Each line of the material that includes the string "Garden" counts once; report the total and nothing further.

* **Source records**
⟨

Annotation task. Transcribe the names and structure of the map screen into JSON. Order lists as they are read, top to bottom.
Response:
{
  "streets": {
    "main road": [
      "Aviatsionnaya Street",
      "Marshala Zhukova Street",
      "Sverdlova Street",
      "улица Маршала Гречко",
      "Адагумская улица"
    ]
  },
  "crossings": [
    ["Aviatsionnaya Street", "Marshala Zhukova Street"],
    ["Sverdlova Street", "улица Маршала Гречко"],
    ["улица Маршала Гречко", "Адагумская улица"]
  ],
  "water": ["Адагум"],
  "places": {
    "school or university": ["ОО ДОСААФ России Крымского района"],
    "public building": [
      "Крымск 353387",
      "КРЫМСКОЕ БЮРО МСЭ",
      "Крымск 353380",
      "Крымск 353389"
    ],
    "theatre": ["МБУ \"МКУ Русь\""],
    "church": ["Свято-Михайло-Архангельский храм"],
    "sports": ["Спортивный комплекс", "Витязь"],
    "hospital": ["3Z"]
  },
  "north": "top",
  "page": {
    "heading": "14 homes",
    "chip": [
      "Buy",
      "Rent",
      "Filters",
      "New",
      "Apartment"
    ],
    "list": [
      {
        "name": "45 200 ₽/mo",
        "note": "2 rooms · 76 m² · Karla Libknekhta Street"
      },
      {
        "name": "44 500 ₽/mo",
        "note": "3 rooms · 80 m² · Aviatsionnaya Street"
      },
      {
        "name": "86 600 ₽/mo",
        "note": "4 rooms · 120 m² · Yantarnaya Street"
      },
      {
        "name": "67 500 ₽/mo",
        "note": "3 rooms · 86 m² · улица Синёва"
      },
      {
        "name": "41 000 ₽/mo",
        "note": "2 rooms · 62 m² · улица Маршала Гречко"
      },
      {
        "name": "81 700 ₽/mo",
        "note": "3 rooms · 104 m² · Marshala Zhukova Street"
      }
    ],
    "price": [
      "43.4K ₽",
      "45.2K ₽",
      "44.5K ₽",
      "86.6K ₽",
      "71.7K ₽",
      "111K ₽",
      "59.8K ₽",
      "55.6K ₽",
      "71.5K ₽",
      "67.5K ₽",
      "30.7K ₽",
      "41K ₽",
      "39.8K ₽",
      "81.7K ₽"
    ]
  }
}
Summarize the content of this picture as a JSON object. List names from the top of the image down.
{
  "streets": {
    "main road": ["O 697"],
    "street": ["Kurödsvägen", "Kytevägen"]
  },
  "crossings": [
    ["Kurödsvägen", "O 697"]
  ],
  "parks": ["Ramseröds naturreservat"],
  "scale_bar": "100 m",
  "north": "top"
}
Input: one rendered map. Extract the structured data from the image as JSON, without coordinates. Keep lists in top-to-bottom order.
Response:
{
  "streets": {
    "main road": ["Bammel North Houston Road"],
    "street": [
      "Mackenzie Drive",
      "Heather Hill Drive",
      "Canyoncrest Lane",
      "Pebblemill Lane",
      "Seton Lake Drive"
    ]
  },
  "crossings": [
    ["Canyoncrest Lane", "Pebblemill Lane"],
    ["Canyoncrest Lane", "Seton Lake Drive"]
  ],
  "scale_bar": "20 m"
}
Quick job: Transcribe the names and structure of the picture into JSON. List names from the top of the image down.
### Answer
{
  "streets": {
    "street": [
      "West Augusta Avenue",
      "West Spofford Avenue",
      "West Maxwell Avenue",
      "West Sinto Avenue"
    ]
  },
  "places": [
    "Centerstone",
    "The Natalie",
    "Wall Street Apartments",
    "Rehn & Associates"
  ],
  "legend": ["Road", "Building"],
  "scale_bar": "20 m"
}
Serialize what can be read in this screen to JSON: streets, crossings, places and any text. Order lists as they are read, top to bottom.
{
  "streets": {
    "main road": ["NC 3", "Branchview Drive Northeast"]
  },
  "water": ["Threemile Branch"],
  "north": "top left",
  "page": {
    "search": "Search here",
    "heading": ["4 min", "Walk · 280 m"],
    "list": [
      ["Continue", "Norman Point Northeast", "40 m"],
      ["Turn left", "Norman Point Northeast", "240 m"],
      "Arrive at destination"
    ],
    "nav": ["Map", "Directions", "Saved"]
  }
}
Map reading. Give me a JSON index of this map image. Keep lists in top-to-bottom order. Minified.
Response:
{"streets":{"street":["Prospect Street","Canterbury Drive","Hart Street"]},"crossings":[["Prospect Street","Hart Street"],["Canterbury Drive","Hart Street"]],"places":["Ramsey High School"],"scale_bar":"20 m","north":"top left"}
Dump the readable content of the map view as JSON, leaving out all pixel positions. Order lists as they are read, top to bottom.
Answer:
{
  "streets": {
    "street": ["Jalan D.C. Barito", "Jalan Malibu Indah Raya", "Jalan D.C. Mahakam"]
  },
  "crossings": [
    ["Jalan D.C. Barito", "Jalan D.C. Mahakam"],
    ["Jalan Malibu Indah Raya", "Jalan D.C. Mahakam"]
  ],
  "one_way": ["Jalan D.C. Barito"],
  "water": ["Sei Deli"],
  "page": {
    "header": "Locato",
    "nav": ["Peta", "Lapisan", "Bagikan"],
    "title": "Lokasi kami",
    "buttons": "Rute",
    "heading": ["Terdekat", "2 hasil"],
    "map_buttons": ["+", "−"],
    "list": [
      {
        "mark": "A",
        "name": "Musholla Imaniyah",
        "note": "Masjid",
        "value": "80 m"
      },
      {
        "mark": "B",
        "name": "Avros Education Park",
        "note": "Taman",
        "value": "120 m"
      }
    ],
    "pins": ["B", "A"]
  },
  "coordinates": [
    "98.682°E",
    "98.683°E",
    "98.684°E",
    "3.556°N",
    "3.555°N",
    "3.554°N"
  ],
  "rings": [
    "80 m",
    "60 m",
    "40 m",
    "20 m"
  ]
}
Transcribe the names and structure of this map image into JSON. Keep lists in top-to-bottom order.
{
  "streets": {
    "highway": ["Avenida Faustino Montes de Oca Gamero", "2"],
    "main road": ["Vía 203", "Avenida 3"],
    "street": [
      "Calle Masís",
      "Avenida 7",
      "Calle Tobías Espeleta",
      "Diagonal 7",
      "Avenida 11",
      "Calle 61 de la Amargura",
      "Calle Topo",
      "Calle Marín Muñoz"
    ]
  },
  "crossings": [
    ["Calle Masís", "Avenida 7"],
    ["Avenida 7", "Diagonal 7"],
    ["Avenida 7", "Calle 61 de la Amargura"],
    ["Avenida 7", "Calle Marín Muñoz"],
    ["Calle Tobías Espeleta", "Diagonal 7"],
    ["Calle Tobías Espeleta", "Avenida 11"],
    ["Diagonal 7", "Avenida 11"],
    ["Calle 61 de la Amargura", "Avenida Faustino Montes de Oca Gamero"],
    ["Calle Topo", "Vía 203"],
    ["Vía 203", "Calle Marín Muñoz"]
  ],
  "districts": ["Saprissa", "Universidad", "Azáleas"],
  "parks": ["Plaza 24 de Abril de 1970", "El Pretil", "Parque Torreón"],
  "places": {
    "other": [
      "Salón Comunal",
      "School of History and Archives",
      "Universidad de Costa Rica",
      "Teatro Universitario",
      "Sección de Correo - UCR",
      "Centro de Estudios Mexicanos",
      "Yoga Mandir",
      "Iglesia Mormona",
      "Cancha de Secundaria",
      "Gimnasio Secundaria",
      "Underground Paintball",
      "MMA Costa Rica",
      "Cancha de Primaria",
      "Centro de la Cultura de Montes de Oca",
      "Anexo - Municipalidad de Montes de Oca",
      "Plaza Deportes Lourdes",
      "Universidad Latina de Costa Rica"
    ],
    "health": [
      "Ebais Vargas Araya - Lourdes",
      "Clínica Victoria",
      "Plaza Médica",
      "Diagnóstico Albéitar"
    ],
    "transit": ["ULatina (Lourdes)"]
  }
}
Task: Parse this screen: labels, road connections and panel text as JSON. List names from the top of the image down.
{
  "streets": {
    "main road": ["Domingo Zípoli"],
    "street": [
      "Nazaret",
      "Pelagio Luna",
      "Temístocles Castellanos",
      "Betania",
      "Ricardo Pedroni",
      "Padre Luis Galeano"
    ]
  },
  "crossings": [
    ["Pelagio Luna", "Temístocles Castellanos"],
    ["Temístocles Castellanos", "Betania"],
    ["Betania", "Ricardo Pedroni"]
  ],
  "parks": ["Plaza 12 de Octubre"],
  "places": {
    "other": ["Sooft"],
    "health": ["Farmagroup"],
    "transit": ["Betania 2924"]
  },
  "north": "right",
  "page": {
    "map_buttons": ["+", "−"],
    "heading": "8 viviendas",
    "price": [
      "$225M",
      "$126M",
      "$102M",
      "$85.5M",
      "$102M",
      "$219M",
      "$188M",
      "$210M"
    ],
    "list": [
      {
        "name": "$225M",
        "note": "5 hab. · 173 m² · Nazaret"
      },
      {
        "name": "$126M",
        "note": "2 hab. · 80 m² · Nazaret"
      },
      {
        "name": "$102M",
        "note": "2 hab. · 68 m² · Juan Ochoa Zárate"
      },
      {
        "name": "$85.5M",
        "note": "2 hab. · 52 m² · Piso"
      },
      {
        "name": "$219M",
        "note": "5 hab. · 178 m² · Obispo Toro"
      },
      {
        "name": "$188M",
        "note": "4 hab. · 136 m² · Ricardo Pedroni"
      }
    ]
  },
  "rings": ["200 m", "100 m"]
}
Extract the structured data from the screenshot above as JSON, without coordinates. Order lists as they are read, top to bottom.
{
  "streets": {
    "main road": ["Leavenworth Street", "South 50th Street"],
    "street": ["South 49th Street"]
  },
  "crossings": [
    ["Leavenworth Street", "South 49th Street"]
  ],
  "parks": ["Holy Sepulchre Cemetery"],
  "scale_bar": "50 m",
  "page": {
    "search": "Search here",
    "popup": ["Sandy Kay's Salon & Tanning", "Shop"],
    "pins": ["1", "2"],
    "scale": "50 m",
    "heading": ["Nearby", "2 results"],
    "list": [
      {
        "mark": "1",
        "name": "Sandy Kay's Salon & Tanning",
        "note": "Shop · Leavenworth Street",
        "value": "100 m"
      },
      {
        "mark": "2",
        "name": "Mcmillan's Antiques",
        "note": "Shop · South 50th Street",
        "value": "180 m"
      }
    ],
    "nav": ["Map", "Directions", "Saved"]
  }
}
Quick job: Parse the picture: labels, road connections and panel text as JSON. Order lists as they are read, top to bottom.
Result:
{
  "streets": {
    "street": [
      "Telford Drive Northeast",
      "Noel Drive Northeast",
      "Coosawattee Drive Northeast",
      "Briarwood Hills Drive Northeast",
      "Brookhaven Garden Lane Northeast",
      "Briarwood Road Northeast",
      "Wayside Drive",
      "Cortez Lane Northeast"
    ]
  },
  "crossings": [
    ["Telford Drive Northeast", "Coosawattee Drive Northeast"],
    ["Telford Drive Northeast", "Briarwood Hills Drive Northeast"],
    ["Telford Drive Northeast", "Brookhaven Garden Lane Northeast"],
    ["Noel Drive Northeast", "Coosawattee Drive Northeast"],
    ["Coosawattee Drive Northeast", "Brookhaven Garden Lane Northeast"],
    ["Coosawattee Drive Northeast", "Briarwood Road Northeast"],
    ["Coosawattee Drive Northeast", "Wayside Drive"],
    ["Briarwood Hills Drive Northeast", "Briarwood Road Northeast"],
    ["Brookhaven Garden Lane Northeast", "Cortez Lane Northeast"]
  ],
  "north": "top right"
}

⟩

* **Reply**
4